REQUIRED WORK:
Would you please return the lines of the material that contain the word "column"?

RECORDS FOR THIS TASK:
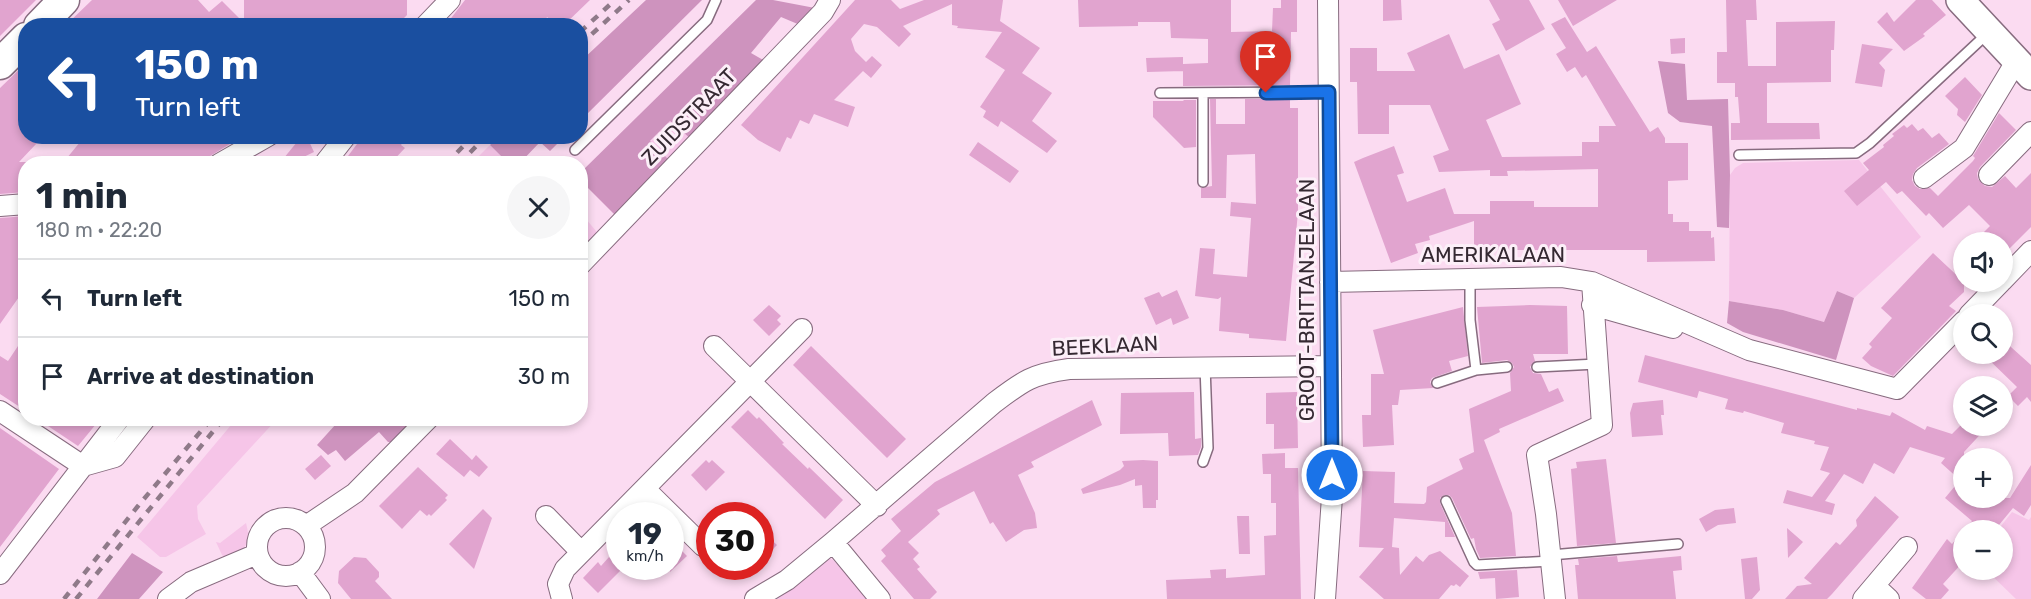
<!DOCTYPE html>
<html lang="en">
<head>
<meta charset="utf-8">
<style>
  :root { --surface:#fff; --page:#f6f6f7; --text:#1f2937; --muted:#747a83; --line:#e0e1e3 }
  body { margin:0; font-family:Rubik,sans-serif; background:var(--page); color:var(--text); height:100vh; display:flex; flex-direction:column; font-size:22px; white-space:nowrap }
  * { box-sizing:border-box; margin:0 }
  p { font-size:20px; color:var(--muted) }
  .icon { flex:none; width:33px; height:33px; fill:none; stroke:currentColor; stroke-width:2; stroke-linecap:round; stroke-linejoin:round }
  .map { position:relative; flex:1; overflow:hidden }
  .details { position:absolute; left:18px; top:156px; width:570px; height:270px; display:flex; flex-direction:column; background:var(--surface); border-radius:24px; box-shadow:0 3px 9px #0003 }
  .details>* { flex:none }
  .banner { position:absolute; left:18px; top:18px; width:570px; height:126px; border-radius:24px; box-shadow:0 3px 9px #0003; background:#1a4fa0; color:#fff; overflow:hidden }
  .tools { position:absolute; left:1953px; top:232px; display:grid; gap:12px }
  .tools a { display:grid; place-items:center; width:60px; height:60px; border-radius:50%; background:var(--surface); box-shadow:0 3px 9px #0003; font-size:30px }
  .speed { position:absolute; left:606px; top:502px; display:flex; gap:12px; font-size:30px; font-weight:700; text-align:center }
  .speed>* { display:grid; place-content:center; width:78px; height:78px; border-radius:50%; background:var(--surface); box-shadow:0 3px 9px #0003; line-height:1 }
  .speed small { font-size:15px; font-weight:400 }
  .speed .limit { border:9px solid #d22; background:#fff; color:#111 }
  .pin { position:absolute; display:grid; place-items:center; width:51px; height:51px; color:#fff; margin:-62px -26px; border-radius:50% 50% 50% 0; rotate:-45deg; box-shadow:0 0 6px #0007 }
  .pin .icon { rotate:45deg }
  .me { position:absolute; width:66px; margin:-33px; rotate:0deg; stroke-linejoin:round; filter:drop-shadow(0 0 4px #0008) }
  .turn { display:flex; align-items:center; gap:21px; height:126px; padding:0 18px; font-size:27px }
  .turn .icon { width:78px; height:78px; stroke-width:2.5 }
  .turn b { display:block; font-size:42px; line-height:51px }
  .round { display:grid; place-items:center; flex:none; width:63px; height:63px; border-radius:32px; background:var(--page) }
  .head { display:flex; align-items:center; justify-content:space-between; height:102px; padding:0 18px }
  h1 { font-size:36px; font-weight:700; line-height:45px }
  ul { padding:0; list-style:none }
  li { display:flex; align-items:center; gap:18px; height:78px; padding:0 18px; border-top:2px solid var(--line) }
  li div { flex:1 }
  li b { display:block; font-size:22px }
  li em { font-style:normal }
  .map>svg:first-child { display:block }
  .green { fill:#f6c5e8 }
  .forest { fill:#ce93be }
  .building { fill:#e1a4cf }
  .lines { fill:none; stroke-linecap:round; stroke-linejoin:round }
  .service-casing { stroke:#876b7f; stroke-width:12 }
  .minor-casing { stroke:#876b7f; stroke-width:22 }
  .secondary-casing { stroke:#876b7f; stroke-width:30 }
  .primary-casing { stroke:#876b7f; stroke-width:33 }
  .service { stroke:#fff; stroke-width:9 }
  .minor { stroke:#fff; stroke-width:20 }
  .secondary { stroke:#fff; stroke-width:27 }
  .primary { stroke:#fff; stroke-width:30 }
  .rail { stroke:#8f7a89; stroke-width:4.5; stroke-dasharray:8 8; stroke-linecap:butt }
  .route-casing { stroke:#114b97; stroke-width:15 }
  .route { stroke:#1a73e8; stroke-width:10 }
  .labels { text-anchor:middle; stroke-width:6; stroke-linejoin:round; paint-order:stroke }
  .street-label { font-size:21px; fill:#352932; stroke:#fceff8 }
</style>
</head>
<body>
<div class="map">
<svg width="2031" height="599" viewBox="0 0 2031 599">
  <rect width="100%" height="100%" fill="#fbdbf1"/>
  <path class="green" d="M670,121L691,139L669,160L650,142Z
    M490,145L508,163H472Z
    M1859,160L1921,237L1854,298L1837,291L1824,322L1783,310L1729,301L1730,175L1735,168L1743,163Z
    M581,213L596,231L597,236L581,253Z
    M237,418L277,419L197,506L198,519L206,534L166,557H160L137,537Z
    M2012,512L2029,520L2031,517V599H2016L1986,570H2002V531H1997Z
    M246,523C252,545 245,549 227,558L222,555L216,542L220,543Z
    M829,558L833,560L870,599H770L825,559Z"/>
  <path class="forest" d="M646,0H702L581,120V61Z
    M756,0H773L815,8L800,25L781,17L751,53L765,61L691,139L670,121L650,141L669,160L617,217L581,181L580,173Z
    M1658,61L1685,64L1687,100L1728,99L1730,175L1729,228L1717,227L1712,126L1680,122L1668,113Z
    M499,137V136L564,137L550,151L540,142L519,164L508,163L490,145Z
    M1837,291L1854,298L1836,360L1743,332L1727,323L1729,301L1783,310L1824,322Z
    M378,419H417L393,442H388L379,432L345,461L336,450L328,455L317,445L336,424L376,421Z
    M132,553L163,572L139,599H97Z"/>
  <path class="building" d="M0,0H36L0,36Z
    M92,0H198L209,12L222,1L244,23V0H407V15L396,26H356V20L343,26H65Z
    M465,0H590L563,26H558L547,17L543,26H445Z
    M855,0H891L900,9L924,0H1003L1000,21L1040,48L1022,73L1052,93L1032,121L1057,141L1047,153L1001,121L998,127L983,117L986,111L980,107L1005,70L985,57L1002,32L957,28L958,26L952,25V4L903,26L911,34L899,47L877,27L864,24L851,39L855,51L866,62L872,56L882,65L871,78L863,71L834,100L855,107L848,127L814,114L809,124L800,120L791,139L787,137L780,152L758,140L741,125Z
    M1078,0H1231V32L1272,31L1273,8H1281V0H1297V32H1291L1290,85L1183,86V64L1208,63V39L1171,38L1170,22H1138V26L1079,27Z
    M1383,0H1401L1402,20L1383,21Z
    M1489,0H1529L1545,29L1506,51L1492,24L1500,20Z
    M1558,0H1617L1573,26Z
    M1726,0H1756L1757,20H1746L1748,66H1776V22L1835,21L1834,50H1831V82L1767,83V123H1819L1820,139L1731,140V123H1740L1738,97H1735V83H1717V52H1727Z
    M1916,0H1932L1946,15L1923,34L1925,36L1904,51L1877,22L1887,12L1894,22Z
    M1565,17L1587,52L1596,46L1650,132L1658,127L1665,138V143H1688V180L1668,181V214H1673V222H1689V231H1711V238L1714,237L1715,261L1647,262V250H1474V221L1429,236L1430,240L1415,244L1418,253L1391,263L1354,162L1363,158L1394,146L1404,173L1397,175L1407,202L1445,188L1454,214H1490V201H1534V207H1598V169L1507,171L1508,176H1490V170L1439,172L1433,156L1449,150L1430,105H1389V134H1358L1357,82H1350V48H1377V71H1415L1407,53L1449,34L1464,69L1499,54L1521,104L1486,120L1502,157L1582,156V142H1599V126H1616L1586,75L1582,78L1575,67L1567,72L1556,54L1566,48L1551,24Z
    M1685,38V53L1671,54L1670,39Z
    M1862,44L1893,49L1879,63L1885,70L1882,87L1855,83Z
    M1183,57V71L1147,72L1146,58Z
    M26,63V136H30L37,143L19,162H26V192L0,194V88Z
    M1965,77L1982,95L1965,122L1957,115L1958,109L1945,96Z
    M1210,99H1216V124H1245V99H1290V108H1298V212L1286,341L1249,338V334L1219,331L1221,297L1218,299L1195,296L1200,248L1215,249L1213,274L1247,277L1251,218L1230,216L1231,202L1256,204L1255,154L1227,155L1226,198H1201V188L1212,186Z
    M1183,100H1196V147L1184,148L1153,117V101H1184Z
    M1999,113L2016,130L1980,167L1977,173L1978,179L1985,186L1992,187L2005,176L2016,188L2031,173V227L2002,256V243H1973L1990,226L1969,205L1943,228L1929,213L1926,216L1902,191L1897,194L1886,182L1857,206L1844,191L1869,170L1863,163L1884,147L1883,145L1894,136L1892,134L1904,125L1907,128L1912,124L1918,131L1923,128L1932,138L1939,133L1949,144L1917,168L1913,174L1912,180L1915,186L1920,189L1930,188L1938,196L1973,161L1975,158L1973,156Z
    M85,136H243L197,164H62Z
    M363,136H407L401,145L405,148L390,164H342Z
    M307,137L314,152L289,164H279L297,142Z
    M978,142L1019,171L1010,183L969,155Z
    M26,216V287L0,324V218Z
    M1933,253L1964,282V292L1949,306L1956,311L1893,376L1871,366L1862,358L1872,347L1869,344L1892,318L1881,308Z
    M1177,290L1189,318L1173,325L1171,318L1156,325L1144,298L1159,292L1162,297Z
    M769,305L781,316L777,320L781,324L769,336L753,320Z
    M1530,305L1567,306L1568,354H1533L1535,361L1530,367L1533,373L1541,374L1549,392L1558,388L1564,401L1499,429L1500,432L1484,440L1512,513L1516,556L1480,558L1476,549L1474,538L1471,539L1452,498L1449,495H1444L1440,498V503L1455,537H1445V522L1394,518L1392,547L1399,548L1400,575L1416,556L1423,562L1429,555L1440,551L1469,576L1460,587L1456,584L1454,586L1451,585L1439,599H1384L1359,577L1384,548L1359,547L1363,471L1395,472L1394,503L1424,504L1426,502L1427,487L1463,469L1459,459L1474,452L1469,409L1511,391L1510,373L1514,367L1512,363L1507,360L1482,363L1477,307Z
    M1463,307L1468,356L1449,361L1452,371L1432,378L1430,382L1433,388L1400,390L1398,405H1392L1394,445L1363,447L1362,415H1371V374H1384L1373,330Z
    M26,334V411L0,394V356L8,361Z
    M2002,339L2031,365V402L2027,397L2018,406L2008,396L2017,387L1983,354H2002Z
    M811,346L906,439L887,458L793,365Z
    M1645,355L1857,410V408L1890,416L1892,412L1925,430L1927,426L1952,434L1960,426H1988L1964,452V498H2010L2031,465V505L2024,516L2013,508L1994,531H1964V561L1943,584L1949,590L1941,599H1926L1912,588L1947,539L1952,544L1972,521L1945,498L1960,480L1941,463L1945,458L1910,447L1894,474L1874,463L1863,484L1844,474L1825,501L1835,504L1832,515L1783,503L1787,490L1812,497L1830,473L1820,470L1829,447L1814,444L1815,441L1781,433L1784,423L1744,411L1743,413L1725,409L1728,399L1699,391L1697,398L1638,382Z
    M1194,392L1195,439L1201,438V447L1198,455L1169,456L1168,433L1120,434L1121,393Z
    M1297,392L1298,448L1274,449V424H1266V393Z
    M1092,400L1102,425L1031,462L1034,467L1018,475L1035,513L1037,528L1024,530L1006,542L993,522L990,524L974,491L937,510L940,514L908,542L919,553L913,559L920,567L917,569L937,592L930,599H914L881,561L886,556L881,550L901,531L891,519L935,482Z
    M1663,400L1664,415H1661L1663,435L1632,437L1630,413L1633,403Z
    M748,410L757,419L759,417L784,443L782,444L808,469L809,467L843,500L825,519L731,427Z
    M36,418H101L78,446Z
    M0,428L59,469L0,547Z
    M450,439L472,460L476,455L488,467L479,477L470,470L464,477L436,454Z
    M1285,453V468H1298L1301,599H1167L1166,580L1211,578L1210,570L1226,569V578L1265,575L1264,536L1276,535V503H1271V474H1263L1262,454Z
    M321,455L331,466L315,480L305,469Z
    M1606,459L1616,543L1577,546L1571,469L1577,468L1576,462Z
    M706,460L709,463L712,460L725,472L706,491L691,475Z
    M1143,460L1158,461V500H1156V508H1143L1142,485L1135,486V479L1120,485L1083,494L1081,489L1120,470L1124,466L1122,461Z
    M418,467L448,495L445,498L447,500L431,516L429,514L427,516L420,510L402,529L379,506Z
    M1875,496L1899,517L1832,594L1827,599H1785L1797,586L1812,584L1804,578L1836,542L1840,545L1857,526L1856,520Z
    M1734,508L1736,523L1718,525L1706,532L1699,519L1715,510Z
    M483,509L492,518L474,569L449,544Z
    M1237,516H1249L1250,554H1239Z
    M1787,528L1803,542L1788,558Z
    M760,529L777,545L760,562Z
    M670,539L687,556L670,572Z
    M1617,556L1618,562L1681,556L1682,570L1673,571L1676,599H1578L1575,565H1579L1578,559Z
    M354,557L366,558L379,572V577L375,581L392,599H351L338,583L339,571Z
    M609,557L622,569L598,593L583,578L598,562L601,566Z
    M1757,557L1760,590L1752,599H1745L1741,559Z
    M1517,570L1519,597L1496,599L1495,578L1480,579L1478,572Z"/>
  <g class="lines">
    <defs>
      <path id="service" d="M1160,93L1329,92
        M1203,93V182
        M575,150L707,20L716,0
        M1739,155L1856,153L1870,143L1988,33
        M1470,278V320L1476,370
        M1537,367L1597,364
        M1437,383L1476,370L1507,367
        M1203,462L1208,448L1205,366
        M1446,501L1474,562L1477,565L1551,561
        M1551,555L1678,544"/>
      <path id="minor" d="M425,26L450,0
        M219,164L268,136
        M324,164L346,136
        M1989,175L2031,132
        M1924,178L1964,148L2011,70L2019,63
        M0,206L26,204
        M580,265L823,12L830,0
        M2002,281L2031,251
        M1330,282L1561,277L1592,282L1749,350L1897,389L1964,321
        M1592,305L1673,328
        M1969,315L2001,282
        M714,346L877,506
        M0,411L83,466
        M83,466L115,457L146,418
        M645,489L703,546
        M546,516L581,552
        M257 547a29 29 0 1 1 58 0a29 29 0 1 1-58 0Z
        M306,526L355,493L429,418
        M833,542L880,599
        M300,572L320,599
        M0,574L120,418
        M1875,586L1889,599
        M168,599L191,582L257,554
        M562,599L558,584L565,569L802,329
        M755,599L787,580L833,542L994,403C1023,381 1032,374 1069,369L1331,366
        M1325,599L1332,497L1328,0
        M1555,599L1546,514L1537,455L1602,425L1592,282
        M1863,599L1907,547"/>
      <path id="secondary" d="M1960,0L2031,76"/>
      <path id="primary" d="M39,26L64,0
        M0,64L26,38"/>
    </defs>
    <use href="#service" class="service-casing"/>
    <use href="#minor" class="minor-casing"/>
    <use href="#secondary" class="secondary-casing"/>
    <use href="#primary" class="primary-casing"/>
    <use href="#service" class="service"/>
    <use href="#minor" class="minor"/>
    <use href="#secondary" class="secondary"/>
    <use href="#primary" class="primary"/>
    <path class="rail" d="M580,32L615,0
      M580,45L629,0
      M446,164L473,136
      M459,164L486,136
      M64,599L138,506L212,418
      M76,599L224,418"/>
  </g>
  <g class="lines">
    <defs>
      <path id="route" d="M1266,93L1329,92L1332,475"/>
    </defs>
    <use href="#route" class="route-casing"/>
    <use href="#route" class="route"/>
  </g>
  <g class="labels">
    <g class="street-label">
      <text transform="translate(689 117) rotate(-46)" y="7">ZUIDSTRAAT</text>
      <text x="1493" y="262">AMERIKALAAN</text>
      <text transform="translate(1307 300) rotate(-90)" y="7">GROOT-BRITTANJELAAN</text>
      <text transform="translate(1105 346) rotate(-3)" y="7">BEEKLAAN</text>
    </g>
  </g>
</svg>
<div class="tools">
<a><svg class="icon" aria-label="sound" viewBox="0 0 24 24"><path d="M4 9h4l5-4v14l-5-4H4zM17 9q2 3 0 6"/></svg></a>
<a><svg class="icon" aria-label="search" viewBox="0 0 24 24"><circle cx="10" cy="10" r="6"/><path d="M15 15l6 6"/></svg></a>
<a><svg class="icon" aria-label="layers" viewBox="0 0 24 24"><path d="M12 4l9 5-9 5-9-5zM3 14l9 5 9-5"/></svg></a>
<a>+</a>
<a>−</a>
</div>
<div class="speed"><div>19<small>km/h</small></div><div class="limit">30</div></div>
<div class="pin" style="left:1266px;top:93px;background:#d93025"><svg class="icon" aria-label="arrive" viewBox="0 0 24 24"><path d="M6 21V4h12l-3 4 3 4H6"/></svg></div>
<svg class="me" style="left:1332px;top:475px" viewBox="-20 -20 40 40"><circle r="17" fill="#1a73e8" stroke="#fff" stroke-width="3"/><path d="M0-11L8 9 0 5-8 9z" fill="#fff"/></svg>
<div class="banner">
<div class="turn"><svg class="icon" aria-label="left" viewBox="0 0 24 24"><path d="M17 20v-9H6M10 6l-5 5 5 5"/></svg><div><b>150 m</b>Turn left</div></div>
</div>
<section class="details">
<div class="head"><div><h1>1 min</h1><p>180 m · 22:20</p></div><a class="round"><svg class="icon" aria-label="close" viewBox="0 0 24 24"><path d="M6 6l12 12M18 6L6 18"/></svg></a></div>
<ul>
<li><svg class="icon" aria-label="left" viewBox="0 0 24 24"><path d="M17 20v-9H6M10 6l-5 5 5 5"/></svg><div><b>Turn left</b></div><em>150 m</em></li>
<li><svg class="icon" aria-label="arrive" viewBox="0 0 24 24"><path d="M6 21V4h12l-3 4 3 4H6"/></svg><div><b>Arrive at destination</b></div><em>30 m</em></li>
</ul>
</section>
</div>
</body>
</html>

TASK RESPONSE:
  body { margin:0; font-family:Rubik,sans-serif; background:var(--page); color:var(--text); height:100vh; display:flex; flex-direction:column; font-size:22px; white-space:nowrap }
  .details { position:absolute; left:18px; top:156px; width:570px; height:270px; display:flex; flex-direction:column; background:var(--surface); border-radius:24px; box-shadow:0 3px 9px #0003 }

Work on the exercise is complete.